The Guatemalan investigating commission is made up of Vice President Rafael Espada and representatives of the ministries of health, interior, defence and foreign relations, as well as members of the Guatemalan College of Physicians and Surgeons.

Pop said the work of the commission will be of prime importance in seeking legal and moral condemnation of those responsible for the experimentation.

Researcher Susan Reverby of Wellesley College in the state of Massachusetts revealed that U.S. medical doctor John Cutler carried out human experiments in Guatemala, mainly among soldiers, prison inmates and mental patients, whom he infected with syphilis, gonorrhoea and other STIs, purportedly to test the effectiveness of penicillin.

Paradoxically, at the so-called "Nazi Doctors' Trials" in Nuremberg, Germany in 1945 and 1946, the United States tried, convicted and sentenced a score of Nazi doctors for performing macabre experiments on thousands of Jews during World War II.

The aim of Cutler's research, which had the approval of the U.S. Public Health Service during the administration of President Harry Truman (1945-1953), was to develop preventive treatments and improve diagnostic tests for STIs. But according to Reverby, it never produced any useful information. Around one third of those who were infected never received adequate treatment.

In fact, a recent report on the case by the U.S. Department of Health and Human Resources concluded that 71 people died after being infected with syphilis, although no causal relationship is inferred in the report.

Pop said the quest for reparations and economic support "is the typical attitude taken by poor countries, although the collective dignity of our people should go further than that. However, there is no reason for bilateral relations between the United States and Guatemala to be affected."

Others believe that reparations are of the utmost importance to the country.

Víctor Manuel Gutiérrez, chair of the parliamentary Commission on Health and Social Assistance, told IPS the United States could help the country by granting Temporary Protected Status (TPS) to thousands of Guatemalans who are living in the U.S. illegally.

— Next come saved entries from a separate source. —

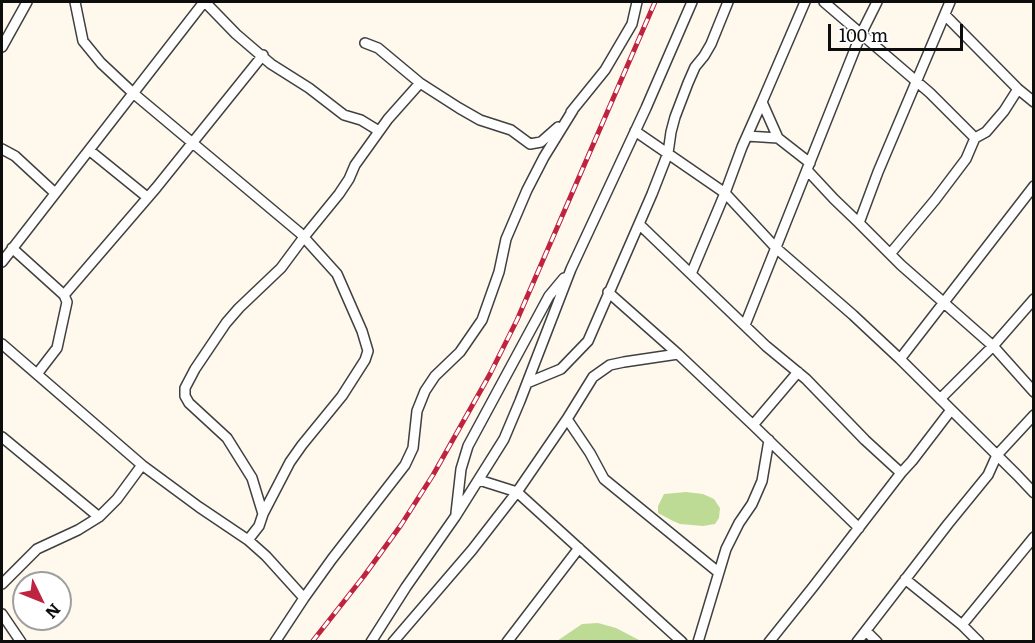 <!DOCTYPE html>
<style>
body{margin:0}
#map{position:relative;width:1035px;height:643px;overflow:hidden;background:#fff9ed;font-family:Literata,serif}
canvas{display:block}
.frame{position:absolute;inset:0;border:3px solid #0d0d0d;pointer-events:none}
.north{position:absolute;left:12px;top:571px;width:60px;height:60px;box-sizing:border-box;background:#fff;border:2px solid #9e9e9e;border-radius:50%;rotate:133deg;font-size:16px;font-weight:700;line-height:24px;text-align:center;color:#0d0d0d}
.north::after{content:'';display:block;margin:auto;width:21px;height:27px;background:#bf2340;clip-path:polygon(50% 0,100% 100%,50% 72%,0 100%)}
.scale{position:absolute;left:828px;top:24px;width:135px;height:27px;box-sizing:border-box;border:3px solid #0d0d0d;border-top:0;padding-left:8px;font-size:18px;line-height:21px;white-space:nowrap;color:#0d0d0d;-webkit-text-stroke:4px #fff;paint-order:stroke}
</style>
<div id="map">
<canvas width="1035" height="643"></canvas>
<div class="frame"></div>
<div class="north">N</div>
<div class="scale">100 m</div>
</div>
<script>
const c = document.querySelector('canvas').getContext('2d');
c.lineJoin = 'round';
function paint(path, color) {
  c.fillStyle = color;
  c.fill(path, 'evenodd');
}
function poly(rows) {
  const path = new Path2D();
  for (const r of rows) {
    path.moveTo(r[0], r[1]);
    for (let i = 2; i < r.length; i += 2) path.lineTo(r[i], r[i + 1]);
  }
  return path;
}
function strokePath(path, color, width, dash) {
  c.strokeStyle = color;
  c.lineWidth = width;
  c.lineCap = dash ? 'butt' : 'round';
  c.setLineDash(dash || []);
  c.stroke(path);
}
const forest = poly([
 [686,492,703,494,714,499,720,508,719,518,715,524,703,526,680,524,673,521,658,513,658,506,664,494],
 [598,623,616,628,641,641,557,641,582,624]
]);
const minor = poly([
 [75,2,83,41,101,63,133,93,300,233,337,274,362,331,368,351,365,360,342,396,302,445,290,462,263,514],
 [205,2,236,34,271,64,309,88,344,115,361,120,379,131],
 [824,2,930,93,975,138],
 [950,2,878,172,859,223,890,254,935,200,966,159,975,138,986,132,1004,111,1018,89],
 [945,15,1018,89,1034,102],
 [365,43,378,48,420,83,459,108,480,120,511,130,530,144,541,142,558,127],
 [2,47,27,2],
 [571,112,605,70,632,24,637,2],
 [635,131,725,193,776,248,853,315,900,359,1017,475,1034,493],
 [747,136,778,138,810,163],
 [778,138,762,102,805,2],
 [2,149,15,156,55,193],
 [89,150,147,197],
 [807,170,834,199,859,223],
 [639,224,691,274,725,193,742,147,762,102],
 [12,248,64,295,67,302,57,348,37,374],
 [890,254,901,265,993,346,940,399],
 [2,262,204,2],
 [691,274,766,346,806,379,865,440,901,473,912,461,951,410],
 [608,292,678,354,624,362,610,365,593,377,567,419,590,453,604,479,718,572],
 [64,295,156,188,263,55],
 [1034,299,993,346,1034,392],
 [745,325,861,34,877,2],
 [2,344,142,465,199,507,248,540,266,556,304,598],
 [678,354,753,425,859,528],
 [900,359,1034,186],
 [527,383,561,369,588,341,652,194,668,153,671,132,675,117,688,83,695,67,704,56,711,44,728,2],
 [567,419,517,492,682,642],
 [753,425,798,372],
 [2,437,99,517],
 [456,513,461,469,468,446,549,296,564,278],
 [248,540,259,526,263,514,252,478,227,438,189,403,185,396,185,388,195,369,226,323,239,308,281,268,304,237,339,194,349,179,355,165,388,119,420,83],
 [905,579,962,625,979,642],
 [2,584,37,549,78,530,99,517,117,499,142,465],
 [2,614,21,642],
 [962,625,1034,537],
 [866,631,877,642],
 [275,642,304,598,332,559,405,465,413,448,417,411,425,391,435,376,460,352,482,320,499,272,506,239,527,190,544,157,573,110],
 [371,642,406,587,455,517,504,439,520,401,571,269,646,108,692,2],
 [393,642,472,550,517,492,479,480],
 [507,642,579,548],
 [698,642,726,549,739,523,752,504,762,481,769,440],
 [769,642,813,587,901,473],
 [857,642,948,524,988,475,997,455,1034,415]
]);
const rail = poly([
 [312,642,364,576,401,525,433,475,490,374,517,320,655,2]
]);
paint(forest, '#bedb95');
strokePath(minor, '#404040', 12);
strokePath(minor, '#fff', 9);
strokePath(rail, '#bf2340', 5);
strokePath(rail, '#fff', 3, [9]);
</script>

"The United States should make a goodwill gesture of some kind, and provide reparations or some other benefit for Guatemalans who work in that country. It would be a good option for them and for our country," he said.

Congressman Gutiérrez announced that he would ask the Guatemalan government to allow members of the commission he chairs to join the commission investigating the experiments, because "this was an invasion of our national dignity."

For the investigation, President Colom has asked the United States for all the documents related to the case.

"We have officially requested all the information, but it is still being held by the university where the records were discovered," Colom said Oct. 6, calling the experiments "a crime against humanity."

Carlos Mejía, head of the Guatemalan College of Physicians and a member of the investigating commission, said the experiments were similar to those perpetrated by the Nazis during WWII.

The information available in Guatemala and the United States about Cutler's research with human subjects will be analysed to determine what was done, and by whom.

Meanwhile, the office of the Human Rights Ombudsman paid for a national press advertisement Oct. 6, calling on survivors of the experiments, or their relatives, to come to the office for legal support to initiate claims for reparations.

Former foreign minister Gabriel Orellana told IPS that before legal action is taken against the U.S. government and reparations are demanded, the role of the Guatemalan authorities at the time should be clarified. The president of the country during the period in question was Juan José Arévalo Bermejo (1945-1951).

"We are assuming that what took place was an abuse, but we do not know whether it had the blessing of the Guatemalan government," Orellana said.

"Suppose the Guatemalan government gave its consent for the procedures, what legitimacy would any claim of ours have?" he said.

Orellana, a lawyer, found it "suspect" that neither the office of the Human Rights Ombudsman nor the Attorney General's Office are represented on the investigating commission, "which detracts from the combativeness with which the cause can be pressed," he concluded.